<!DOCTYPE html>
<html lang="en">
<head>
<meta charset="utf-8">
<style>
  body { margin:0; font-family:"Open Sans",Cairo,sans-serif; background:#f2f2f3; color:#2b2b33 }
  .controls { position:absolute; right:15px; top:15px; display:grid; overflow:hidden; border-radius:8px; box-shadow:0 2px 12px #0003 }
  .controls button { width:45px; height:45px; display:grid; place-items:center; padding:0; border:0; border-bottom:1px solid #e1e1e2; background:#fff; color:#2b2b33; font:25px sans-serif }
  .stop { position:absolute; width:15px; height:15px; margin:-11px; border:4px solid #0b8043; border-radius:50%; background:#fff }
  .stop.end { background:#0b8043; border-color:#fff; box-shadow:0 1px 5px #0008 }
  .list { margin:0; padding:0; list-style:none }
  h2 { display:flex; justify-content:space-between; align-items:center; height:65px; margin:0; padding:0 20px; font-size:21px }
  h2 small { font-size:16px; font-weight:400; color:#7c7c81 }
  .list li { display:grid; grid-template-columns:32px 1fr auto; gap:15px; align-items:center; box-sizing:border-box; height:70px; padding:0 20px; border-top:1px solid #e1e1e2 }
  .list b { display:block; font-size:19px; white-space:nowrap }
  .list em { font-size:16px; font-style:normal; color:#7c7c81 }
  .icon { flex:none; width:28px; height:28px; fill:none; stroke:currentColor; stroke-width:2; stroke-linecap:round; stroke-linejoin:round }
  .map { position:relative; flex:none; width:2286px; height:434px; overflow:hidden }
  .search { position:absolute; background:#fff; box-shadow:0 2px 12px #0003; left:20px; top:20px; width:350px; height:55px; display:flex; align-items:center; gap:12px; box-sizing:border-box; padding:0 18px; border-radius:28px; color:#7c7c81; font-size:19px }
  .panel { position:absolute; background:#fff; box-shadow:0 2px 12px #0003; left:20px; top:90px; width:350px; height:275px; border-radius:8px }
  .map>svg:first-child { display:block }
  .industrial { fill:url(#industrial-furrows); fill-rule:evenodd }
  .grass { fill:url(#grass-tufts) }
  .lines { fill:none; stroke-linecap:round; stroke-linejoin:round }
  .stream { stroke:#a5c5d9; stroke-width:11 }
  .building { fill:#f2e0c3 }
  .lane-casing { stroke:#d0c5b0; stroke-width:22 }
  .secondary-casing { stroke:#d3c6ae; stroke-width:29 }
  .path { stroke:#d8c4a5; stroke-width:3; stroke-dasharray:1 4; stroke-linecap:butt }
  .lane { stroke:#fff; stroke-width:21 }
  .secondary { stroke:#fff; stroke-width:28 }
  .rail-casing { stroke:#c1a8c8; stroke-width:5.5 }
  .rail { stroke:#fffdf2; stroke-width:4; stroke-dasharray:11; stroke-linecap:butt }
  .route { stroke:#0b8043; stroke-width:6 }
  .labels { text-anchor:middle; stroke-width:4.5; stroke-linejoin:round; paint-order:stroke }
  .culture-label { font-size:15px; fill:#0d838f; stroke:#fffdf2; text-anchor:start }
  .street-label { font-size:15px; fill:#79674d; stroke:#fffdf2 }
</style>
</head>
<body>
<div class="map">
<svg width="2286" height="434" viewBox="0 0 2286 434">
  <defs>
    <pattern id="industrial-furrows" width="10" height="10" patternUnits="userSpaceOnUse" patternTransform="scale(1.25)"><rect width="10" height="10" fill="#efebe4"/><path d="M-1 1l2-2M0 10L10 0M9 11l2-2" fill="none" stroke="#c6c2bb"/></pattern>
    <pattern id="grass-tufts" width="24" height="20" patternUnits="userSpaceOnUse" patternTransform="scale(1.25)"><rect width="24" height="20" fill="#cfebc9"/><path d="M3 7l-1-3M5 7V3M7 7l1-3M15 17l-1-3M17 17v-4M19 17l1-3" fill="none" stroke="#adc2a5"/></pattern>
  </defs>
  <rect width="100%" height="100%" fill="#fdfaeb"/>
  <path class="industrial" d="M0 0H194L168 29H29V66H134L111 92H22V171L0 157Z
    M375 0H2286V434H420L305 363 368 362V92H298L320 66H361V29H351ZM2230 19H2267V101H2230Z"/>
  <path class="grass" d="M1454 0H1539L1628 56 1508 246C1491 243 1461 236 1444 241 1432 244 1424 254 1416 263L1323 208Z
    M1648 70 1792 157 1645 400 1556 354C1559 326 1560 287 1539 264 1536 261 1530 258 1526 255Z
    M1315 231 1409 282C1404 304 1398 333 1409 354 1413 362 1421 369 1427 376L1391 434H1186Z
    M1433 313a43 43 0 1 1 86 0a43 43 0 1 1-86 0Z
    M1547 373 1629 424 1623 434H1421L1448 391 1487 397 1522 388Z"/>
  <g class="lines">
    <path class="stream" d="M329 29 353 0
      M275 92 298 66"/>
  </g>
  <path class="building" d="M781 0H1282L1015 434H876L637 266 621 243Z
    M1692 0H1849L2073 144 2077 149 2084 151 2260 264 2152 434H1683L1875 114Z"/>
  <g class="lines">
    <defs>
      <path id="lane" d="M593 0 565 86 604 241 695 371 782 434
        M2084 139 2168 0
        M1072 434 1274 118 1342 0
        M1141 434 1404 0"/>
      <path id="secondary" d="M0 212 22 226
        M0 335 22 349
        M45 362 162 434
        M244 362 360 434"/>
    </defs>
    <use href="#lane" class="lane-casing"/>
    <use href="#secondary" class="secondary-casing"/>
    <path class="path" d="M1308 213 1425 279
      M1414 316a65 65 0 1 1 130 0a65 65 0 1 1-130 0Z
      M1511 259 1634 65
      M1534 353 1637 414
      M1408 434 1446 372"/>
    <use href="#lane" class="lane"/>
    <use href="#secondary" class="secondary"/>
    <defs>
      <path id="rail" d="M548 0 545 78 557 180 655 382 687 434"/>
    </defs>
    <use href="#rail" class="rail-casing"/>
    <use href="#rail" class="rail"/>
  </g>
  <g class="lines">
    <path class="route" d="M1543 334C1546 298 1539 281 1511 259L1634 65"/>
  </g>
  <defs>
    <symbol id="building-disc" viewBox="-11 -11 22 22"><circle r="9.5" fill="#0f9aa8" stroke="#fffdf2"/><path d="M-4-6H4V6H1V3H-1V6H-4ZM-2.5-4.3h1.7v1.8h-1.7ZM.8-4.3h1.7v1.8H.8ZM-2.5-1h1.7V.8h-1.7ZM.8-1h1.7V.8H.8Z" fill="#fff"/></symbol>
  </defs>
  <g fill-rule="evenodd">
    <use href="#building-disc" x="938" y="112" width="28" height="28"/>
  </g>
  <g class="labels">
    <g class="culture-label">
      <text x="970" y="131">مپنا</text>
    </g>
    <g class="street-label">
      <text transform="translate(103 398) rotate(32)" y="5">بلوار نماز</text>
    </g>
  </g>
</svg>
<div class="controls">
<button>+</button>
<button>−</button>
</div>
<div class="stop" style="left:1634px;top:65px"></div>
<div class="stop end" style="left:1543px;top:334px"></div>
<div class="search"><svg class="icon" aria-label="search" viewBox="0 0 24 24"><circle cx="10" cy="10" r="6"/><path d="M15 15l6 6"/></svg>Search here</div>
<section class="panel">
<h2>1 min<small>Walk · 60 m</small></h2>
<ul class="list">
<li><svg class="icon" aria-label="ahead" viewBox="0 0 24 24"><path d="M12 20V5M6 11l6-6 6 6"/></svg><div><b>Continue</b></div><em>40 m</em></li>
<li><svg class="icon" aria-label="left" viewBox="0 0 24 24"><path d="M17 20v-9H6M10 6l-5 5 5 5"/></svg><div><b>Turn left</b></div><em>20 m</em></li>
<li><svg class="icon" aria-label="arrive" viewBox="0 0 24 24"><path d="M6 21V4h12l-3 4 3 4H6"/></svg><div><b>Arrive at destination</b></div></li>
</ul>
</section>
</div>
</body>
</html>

· · ·

# Description of the task
Start at the first line of the data above. Stop after the line containing "position:absolute; right:15px; top:15px;", reproducing each line exactly and adding nothing.

# Answer to the exercise
<!DOCTYPE html>
<html lang="en">
<head>
<meta charset="utf-8">
<style>
  body { margin:0; font-family:"Open Sans",Cairo,sans-serif; background:#f2f2f3; color:#2b2b33 }
  .controls { position:absolute; right:15px; top:15px; display:grid; overflow:hidden; border-radius:8px; box-shadow:0 2px 12px #0003 }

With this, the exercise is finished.